Key in the whole listing below again, keeping every word as it is.

* [DATA RECORDS]:

################

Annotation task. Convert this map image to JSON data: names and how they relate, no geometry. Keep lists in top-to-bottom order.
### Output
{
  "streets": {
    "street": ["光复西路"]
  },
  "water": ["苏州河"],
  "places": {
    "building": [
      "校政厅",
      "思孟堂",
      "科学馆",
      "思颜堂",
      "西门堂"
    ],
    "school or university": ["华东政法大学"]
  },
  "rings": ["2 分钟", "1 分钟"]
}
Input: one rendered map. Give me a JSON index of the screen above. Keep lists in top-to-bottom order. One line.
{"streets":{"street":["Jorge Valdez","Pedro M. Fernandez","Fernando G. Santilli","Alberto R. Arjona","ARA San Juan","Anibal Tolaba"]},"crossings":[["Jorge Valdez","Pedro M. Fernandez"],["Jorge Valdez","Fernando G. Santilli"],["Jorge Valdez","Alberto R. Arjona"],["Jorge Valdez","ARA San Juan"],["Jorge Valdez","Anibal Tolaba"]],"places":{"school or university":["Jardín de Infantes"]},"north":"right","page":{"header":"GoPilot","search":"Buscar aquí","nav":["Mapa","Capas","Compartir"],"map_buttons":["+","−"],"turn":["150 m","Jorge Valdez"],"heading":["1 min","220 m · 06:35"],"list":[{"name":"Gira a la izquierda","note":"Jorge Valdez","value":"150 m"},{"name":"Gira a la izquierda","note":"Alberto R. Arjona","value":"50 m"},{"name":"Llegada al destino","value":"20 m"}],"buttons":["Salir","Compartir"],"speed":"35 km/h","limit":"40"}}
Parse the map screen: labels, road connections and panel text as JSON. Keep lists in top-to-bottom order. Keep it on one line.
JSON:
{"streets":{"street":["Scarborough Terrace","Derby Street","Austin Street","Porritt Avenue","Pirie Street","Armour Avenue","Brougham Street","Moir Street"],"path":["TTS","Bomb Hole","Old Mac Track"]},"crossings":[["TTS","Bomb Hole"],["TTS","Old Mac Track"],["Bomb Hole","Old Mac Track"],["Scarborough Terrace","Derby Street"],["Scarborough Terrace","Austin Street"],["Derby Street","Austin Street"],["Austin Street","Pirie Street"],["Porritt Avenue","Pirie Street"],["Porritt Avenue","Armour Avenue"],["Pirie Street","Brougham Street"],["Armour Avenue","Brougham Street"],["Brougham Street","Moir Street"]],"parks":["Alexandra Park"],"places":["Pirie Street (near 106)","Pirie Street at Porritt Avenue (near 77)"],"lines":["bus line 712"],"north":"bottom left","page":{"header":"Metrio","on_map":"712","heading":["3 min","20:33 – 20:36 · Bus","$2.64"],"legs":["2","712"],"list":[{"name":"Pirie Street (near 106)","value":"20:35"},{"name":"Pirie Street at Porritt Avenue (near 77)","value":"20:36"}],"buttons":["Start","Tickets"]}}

################

* [RESULT]:
Annotation task. Convert this map image to JSON data: names and how they relate, no geometry. Keep lists in top-to-bottom order.
### Output
{
  "streets": {
    "street": ["光复西路"]
  },
  "water": ["苏州河"],
  "places": {
    "building": [
      "校政厅",
      "思孟堂",
      "科学馆",
      "思颜堂",
      "西门堂"
    ],
    "school or university": ["华东政法大学"]
  },
  "rings": ["2 分钟", "1 分钟"]
}
Input: one rendered map. Give me a JSON index of the screen above. Keep lists in top-to-bottom order. One line.
{"streets":{"street":["Jorge Valdez","Pedro M. Fernandez","Fernando G. Santilli","Alberto R. Arjona","ARA San Juan","Anibal Tolaba"]},"crossings":[["Jorge Valdez","Pedro M. Fernandez"],["Jorge Valdez","Fernando G. Santilli"],["Jorge Valdez","Alberto R. Arjona"],["Jorge Valdez","ARA San Juan"],["Jorge Valdez","Anibal Tolaba"]],"places":{"school or university":["Jardín de Infantes"]},"north":"right","page":{"header":"GoPilot","search":"Buscar aquí","nav":["Mapa","Capas","Compartir"],"map_buttons":["+","−"],"turn":["150 m","Jorge Valdez"],"heading":["1 min","220 m · 06:35"],"list":[{"name":"Gira a la izquierda","note":"Jorge Valdez","value":"150 m"},{"name":"Gira a la izquierda","note":"Alberto R. Arjona","value":"50 m"},{"name":"Llegada al destino","value":"20 m"}],"buttons":["Salir","Compartir"],"speed":"35 km/h","limit":"40"}}
Parse the map screen: labels, road connections and panel text as JSON. Keep lists in top-to-bottom order. Keep it on one line.
JSON:
{"streets":{"street":["Scarborough Terrace","Derby Street","Austin Street","Porritt Avenue","Pirie Street","Armour Avenue","Brougham Street","Moir Street"],"path":["TTS","Bomb Hole","Old Mac Track"]},"crossings":[["TTS","Bomb Hole"],["TTS","Old Mac Track"],["Bomb Hole","Old Mac Track"],["Scarborough Terrace","Derby Street"],["Scarborough Terrace","Austin Street"],["Derby Street","Austin Street"],["Austin Street","Pirie Street"],["Porritt Avenue","Pirie Street"],["Porritt Avenue","Armour Avenue"],["Pirie Street","Brougham Street"],["Armour Avenue","Brougham Street"],["Brougham Street","Moir Street"]],"parks":["Alexandra Park"],"places":["Pirie Street (near 106)","Pirie Street at Porritt Avenue (near 77)"],"lines":["bus line 712"],"north":"bottom left","page":{"header":"Metrio","on_map":"712","heading":["3 min","20:33 – 20:36 · Bus","$2.64"],"legs":["2","712"],"list":[{"name":"Pirie Street (near 106)","value":"20:35"},{"name":"Pirie Street at Porritt Avenue (near 77)","value":"20:36"}],"buttons":["Start","Tickets"]}}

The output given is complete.